Friday's single-day snow total of 11.3 inches at the Albuquerque International Sunport shattered the previous one-day city record of 10 inches recorded at that site 47 years earlier, according to the National Weather Service.
The storm also helped make December the second-snowiest month on record in Albuquerque.
Most flights at the Sunport were scratched Saturday. Thousands of central New Mexico residents were left without power. Truck drivers turned a good portion of far East Central Avenue into a parking lot for much of the day as they waited for eastbound Interstate 40 to reopen.

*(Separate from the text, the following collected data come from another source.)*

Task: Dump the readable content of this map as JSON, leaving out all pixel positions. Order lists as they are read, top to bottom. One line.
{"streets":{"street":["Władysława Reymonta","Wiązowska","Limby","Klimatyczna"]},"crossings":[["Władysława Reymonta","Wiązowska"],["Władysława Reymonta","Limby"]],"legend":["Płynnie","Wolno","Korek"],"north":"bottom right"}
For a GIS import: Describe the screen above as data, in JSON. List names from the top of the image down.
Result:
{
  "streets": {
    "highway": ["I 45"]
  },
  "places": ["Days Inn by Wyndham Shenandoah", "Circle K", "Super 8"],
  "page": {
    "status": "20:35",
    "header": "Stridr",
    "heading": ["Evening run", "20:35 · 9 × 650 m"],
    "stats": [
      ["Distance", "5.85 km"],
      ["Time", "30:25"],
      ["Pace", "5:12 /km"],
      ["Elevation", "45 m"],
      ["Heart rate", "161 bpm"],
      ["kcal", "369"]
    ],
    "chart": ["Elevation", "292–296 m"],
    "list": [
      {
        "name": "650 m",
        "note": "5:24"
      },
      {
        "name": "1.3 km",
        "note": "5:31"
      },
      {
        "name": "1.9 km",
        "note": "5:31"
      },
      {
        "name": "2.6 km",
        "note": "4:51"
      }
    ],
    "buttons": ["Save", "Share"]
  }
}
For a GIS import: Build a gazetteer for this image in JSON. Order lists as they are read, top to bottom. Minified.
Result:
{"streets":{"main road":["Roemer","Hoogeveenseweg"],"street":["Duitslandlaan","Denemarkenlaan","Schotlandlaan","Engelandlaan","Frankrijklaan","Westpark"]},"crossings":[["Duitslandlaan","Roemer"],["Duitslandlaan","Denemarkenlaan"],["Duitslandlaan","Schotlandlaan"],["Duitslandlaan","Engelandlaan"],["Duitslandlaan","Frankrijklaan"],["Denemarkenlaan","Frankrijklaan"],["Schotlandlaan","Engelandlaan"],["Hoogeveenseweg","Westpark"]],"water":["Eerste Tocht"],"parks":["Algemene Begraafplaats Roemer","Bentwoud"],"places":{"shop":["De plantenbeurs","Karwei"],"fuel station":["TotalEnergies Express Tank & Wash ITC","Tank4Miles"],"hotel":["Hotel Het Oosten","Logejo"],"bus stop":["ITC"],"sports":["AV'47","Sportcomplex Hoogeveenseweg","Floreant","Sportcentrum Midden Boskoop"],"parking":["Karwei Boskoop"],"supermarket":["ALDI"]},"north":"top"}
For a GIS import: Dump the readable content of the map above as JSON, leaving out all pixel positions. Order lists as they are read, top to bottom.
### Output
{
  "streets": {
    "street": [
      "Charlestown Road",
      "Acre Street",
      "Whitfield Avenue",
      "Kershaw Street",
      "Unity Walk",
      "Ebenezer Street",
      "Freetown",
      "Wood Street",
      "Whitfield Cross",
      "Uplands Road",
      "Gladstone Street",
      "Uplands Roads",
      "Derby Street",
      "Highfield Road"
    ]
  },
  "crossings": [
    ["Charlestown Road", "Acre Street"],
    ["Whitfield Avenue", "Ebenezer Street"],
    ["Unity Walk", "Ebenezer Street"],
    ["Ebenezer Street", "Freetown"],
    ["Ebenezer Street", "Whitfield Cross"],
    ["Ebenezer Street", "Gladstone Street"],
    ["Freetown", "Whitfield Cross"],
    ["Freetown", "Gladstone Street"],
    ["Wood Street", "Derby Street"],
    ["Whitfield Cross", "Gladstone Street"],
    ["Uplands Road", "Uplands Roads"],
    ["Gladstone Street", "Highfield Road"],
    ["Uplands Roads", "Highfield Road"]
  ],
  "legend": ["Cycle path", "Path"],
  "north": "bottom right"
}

Bernalillo County Sheriff Darren White said his deputies were used to tougher snow conditions in the East Mountains, but nothing compared with the snow dumped on the state Friday and Saturday.
"I've been here 20 years and I've never seen anything like this," White said.
The Waffle House near Central and Tramway NE was near standing-room-only. Hotels were booked full; other travelers headed for Red Cross shelters.
Richardson late Saturday afternoon declared a disaster in at least a dozen New Mexico counties, including Bernalillo, Santa Fe, Los Alamos, Taos, Union, Colfax, Quay, Mora, Harding, Guadalupe, San Miguel and Torrance.
State Homeland Security Director Tim Manning said that declaration allows the state to send in National Guard troops if necessary and frees up at least $750,000 in state money to reimburse local governments for the cost of cleanup.
"The state has suffered widespread damage," Richardson said in a statement. "We are doing everything necessary to free up funds to help counties restore essential services as quickly as possible."
Almost a record
National Weather Service meteorologist Brian Guyer said as of Saturday evening, 20.8 inches of snow had fallen at the Sunport this month.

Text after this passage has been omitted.